Nothing is needed except the lines below that run from the one with "position:relative; width:836px; height:2558px;" through the one with "width:35px; border:2px solid", repeated exactly.

==== Extracted entries ====

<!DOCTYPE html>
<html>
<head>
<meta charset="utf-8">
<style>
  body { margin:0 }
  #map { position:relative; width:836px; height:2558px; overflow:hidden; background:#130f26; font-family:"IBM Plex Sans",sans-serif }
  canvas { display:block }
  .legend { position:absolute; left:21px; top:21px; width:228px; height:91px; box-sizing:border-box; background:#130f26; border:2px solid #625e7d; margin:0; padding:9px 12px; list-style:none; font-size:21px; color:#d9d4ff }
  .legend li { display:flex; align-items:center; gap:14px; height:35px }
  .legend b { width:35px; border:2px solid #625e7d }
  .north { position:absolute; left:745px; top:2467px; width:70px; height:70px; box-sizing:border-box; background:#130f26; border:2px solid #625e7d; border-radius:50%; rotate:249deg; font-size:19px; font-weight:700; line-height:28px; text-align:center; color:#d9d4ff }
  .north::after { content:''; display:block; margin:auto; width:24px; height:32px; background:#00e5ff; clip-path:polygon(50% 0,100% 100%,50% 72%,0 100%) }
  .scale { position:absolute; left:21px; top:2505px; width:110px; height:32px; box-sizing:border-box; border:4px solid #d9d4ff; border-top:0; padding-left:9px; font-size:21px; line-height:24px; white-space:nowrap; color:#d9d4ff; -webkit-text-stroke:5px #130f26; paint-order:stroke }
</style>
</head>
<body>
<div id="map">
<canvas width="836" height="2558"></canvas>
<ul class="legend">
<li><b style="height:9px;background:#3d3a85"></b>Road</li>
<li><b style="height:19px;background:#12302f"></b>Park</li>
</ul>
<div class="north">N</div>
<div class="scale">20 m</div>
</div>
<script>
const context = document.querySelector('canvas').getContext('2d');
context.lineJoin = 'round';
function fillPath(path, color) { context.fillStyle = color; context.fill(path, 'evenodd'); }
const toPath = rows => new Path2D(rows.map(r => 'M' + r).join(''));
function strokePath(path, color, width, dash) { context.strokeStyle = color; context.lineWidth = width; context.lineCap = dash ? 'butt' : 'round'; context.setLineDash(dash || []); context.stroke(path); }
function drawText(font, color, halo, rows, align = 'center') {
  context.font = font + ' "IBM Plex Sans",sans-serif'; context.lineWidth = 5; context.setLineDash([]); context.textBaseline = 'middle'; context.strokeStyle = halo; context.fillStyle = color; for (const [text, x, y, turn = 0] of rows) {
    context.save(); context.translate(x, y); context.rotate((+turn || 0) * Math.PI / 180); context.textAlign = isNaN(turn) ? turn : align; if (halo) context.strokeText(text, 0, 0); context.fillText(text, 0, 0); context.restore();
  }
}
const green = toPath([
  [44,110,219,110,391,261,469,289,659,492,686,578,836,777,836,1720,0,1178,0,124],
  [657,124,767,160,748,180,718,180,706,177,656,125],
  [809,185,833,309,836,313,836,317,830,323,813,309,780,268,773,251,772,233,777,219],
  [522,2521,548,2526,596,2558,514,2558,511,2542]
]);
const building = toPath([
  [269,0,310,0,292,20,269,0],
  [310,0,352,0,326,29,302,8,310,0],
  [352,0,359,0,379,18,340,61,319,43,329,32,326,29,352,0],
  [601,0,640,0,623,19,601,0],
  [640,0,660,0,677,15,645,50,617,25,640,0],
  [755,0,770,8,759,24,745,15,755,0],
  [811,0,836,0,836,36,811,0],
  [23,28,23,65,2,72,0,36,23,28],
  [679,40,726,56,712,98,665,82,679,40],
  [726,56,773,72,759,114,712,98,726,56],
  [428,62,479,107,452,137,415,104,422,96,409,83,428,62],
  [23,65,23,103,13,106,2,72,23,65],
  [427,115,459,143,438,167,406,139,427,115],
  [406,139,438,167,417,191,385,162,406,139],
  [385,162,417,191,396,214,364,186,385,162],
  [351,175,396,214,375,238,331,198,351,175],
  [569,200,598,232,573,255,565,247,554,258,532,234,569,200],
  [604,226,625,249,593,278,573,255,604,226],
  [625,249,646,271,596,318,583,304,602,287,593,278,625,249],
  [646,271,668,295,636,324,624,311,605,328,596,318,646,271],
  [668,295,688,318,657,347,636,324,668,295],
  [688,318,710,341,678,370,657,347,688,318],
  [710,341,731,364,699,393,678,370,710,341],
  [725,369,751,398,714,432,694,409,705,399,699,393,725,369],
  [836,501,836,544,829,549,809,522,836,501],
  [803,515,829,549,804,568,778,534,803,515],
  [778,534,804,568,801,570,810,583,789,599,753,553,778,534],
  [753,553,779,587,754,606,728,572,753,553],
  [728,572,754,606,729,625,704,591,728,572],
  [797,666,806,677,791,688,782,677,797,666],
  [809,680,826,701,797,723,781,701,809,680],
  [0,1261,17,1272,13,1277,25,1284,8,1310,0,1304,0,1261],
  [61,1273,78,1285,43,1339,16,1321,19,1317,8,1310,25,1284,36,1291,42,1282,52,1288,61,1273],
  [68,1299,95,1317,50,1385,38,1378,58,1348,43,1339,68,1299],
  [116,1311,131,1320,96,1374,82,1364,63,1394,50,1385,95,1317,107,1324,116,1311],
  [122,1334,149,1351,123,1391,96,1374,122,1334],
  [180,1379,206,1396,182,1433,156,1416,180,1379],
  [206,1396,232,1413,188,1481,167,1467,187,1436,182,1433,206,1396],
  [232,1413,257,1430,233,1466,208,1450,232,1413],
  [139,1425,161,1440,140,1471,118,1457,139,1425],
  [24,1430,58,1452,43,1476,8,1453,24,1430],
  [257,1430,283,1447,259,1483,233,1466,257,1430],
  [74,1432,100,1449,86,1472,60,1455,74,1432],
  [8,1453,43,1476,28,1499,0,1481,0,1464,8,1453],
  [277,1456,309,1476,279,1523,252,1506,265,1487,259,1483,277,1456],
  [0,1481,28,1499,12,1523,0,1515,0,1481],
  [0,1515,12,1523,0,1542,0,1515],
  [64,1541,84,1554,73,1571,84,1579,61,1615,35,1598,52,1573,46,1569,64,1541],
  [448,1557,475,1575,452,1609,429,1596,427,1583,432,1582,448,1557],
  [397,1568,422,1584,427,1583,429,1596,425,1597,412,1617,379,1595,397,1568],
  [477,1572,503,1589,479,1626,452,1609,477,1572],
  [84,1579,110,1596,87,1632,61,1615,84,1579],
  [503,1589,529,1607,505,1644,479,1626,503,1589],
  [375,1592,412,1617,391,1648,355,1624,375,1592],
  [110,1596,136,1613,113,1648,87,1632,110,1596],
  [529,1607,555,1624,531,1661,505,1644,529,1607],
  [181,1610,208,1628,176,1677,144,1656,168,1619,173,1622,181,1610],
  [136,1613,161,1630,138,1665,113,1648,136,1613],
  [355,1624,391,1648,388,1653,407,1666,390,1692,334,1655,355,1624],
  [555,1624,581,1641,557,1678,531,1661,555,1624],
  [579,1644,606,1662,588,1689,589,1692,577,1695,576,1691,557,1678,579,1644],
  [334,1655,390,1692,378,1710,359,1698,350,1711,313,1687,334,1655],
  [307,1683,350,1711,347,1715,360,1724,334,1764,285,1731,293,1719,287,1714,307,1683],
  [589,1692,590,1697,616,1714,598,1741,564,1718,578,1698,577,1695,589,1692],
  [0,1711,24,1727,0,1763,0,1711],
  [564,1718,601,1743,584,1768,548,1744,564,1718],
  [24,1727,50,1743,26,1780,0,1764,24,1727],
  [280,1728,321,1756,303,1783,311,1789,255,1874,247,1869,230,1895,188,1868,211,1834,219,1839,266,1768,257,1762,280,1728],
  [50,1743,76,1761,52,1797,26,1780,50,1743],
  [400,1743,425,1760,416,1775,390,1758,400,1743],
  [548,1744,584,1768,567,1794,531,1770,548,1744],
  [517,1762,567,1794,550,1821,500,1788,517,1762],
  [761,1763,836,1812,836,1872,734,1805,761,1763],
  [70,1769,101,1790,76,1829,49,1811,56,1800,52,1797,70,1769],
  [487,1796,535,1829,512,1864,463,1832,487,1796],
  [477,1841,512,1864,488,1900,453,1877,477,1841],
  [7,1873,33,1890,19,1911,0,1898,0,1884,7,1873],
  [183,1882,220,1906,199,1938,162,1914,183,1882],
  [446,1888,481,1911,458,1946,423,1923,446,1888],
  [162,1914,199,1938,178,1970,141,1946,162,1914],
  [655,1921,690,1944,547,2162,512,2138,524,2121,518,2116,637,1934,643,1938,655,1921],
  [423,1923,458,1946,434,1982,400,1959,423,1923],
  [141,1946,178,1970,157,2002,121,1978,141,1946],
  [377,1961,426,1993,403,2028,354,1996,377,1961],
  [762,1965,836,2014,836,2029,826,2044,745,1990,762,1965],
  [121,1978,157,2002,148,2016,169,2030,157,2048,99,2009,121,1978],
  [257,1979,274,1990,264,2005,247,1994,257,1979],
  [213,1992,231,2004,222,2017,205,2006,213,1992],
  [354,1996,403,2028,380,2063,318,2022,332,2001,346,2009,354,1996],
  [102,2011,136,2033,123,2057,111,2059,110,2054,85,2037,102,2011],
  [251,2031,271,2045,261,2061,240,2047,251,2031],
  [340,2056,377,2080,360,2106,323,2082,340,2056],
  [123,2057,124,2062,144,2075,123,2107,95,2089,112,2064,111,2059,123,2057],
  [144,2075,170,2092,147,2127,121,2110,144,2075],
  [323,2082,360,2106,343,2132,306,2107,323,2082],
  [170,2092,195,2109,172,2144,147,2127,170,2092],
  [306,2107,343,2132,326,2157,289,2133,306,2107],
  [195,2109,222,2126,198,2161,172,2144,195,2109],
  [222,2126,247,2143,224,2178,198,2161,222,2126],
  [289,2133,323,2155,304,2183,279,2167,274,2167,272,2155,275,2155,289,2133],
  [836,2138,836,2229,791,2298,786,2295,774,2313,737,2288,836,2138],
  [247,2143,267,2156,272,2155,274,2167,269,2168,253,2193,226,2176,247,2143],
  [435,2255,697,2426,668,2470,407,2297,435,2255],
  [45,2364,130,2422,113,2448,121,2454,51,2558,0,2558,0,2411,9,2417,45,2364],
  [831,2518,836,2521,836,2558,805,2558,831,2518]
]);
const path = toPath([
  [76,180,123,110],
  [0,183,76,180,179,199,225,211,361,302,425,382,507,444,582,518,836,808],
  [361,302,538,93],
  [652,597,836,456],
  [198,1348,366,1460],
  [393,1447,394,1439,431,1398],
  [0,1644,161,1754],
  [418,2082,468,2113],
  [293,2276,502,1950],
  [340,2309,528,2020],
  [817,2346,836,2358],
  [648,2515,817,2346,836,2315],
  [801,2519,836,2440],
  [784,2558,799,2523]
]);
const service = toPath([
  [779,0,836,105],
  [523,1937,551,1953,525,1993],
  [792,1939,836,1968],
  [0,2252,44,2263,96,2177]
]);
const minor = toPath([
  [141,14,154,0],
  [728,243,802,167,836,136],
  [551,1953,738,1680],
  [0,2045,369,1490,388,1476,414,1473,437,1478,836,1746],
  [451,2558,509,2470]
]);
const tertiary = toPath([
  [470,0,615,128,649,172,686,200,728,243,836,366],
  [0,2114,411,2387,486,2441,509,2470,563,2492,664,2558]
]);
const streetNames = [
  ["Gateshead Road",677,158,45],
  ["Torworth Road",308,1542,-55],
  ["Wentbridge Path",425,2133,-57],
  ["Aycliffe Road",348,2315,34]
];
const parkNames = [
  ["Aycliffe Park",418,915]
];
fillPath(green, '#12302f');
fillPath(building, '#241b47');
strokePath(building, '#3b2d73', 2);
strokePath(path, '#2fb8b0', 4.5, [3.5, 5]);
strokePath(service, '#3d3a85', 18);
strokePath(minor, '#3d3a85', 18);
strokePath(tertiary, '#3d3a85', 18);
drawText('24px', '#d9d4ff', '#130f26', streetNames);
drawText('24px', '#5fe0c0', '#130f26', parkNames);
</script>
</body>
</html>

====

(Response box):
  #map { position:relative; width:836px; height:2558px; overflow:hidden; background:#130f26; font-family:"IBM Plex Sans",sans-serif }
  canvas { display:block }
  .legend { position:absolute; left:21px; top:21px; width:228px; height:91px; box-sizing:border-box; background:#130f26; border:2px solid #625e7d; margin:0; padding:9px 12px; list-style:none; font-size:21px; color:#d9d4ff }
  .legend li { display:flex; align-items:center; gap:14px; height:35px }
  .legend b { width:35px; border:2px solid #625e7d }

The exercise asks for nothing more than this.